Cuánta gente conocemos que envenena sus vidas, arruina todo lo que es dulce y bello con un temperamento explosivo, destruyen el equilibrio de su carácter, ¡y hacen mala sangre!
El descuidado, el ignorante, y el indolente, viendo solo el efecto aparente de las cosas y no las cosas en sí, habla de suerte, fortuna, y azar. No ven los intentos, fracasos y la lucha que estos hombres han enfrentado voluntariamente para ganar experiencia; no conocen del sacrificio que han hecho, de los esfuerzos intrépidos que se han propuesto, de la fe que han ejercido para lograr lo aparentemente imposible, y realizar la Visión de su corazón.
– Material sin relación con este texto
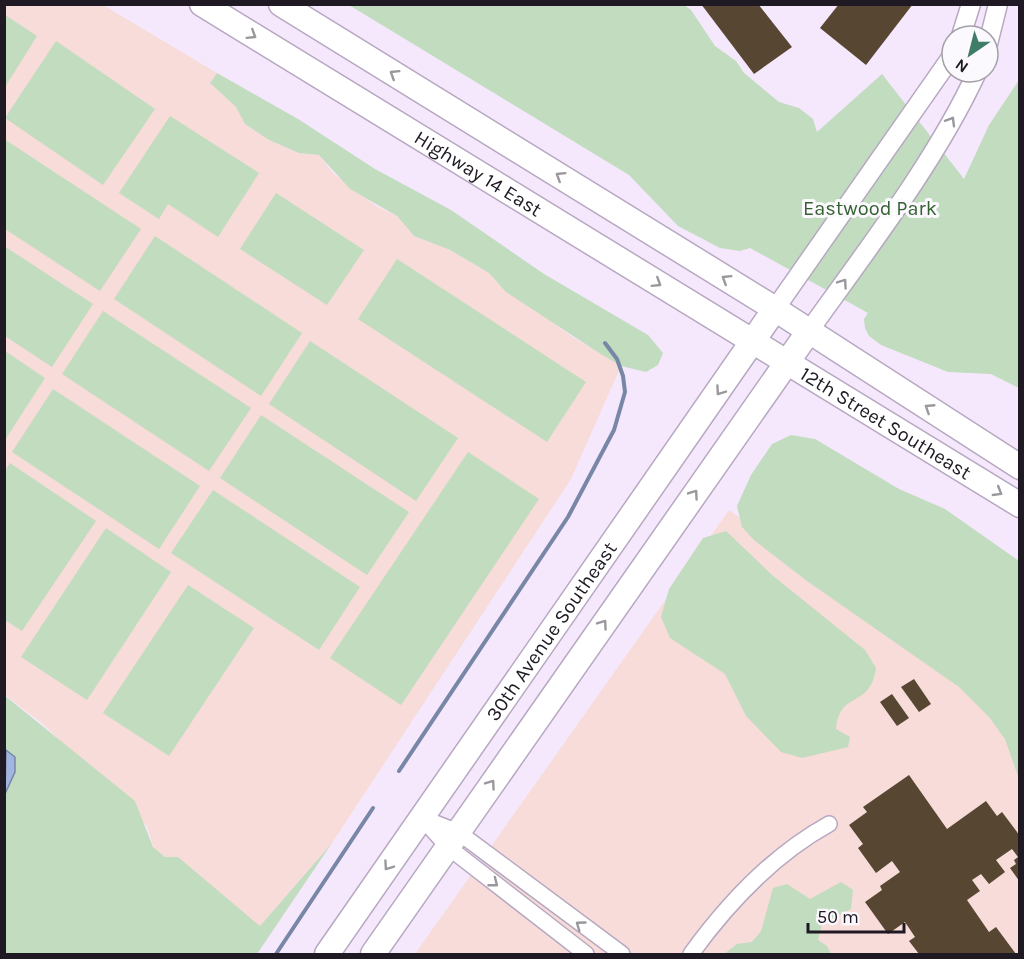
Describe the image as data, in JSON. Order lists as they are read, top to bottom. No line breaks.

Ellos no saben de la oscuridad y la angustia; solo ven la luz y la dicha, y la llaman suerte; no ven las largas y arduas jornadas, sino solo contemplan el logro placentero, y lo llaman fortuna; no entienden el proceso, sino solo perciben el resultado, y lo llaman azar.
La debilidad y fortaleza de un hombre, su pureza e impureza, son suyas, y de nadie más; son labradas por él mismo, y no por otro, y pueden ser alteradas solo por él, nunca por otro. Su sufrimiento y su felicidad emanan de dentro. Como él piense, así es él; como siga pensando, así seguirá siendo.
Un hombre fuerte no puede ayudar a uno débil a menos que el débil desee ser ayudado, más aún, el débil ha de hacerse fuerte por sí mismo; debe, con su propio esfuerzo, desarrollar la fortaleza que admira en otro. Nadie más que él puede alterar su condición.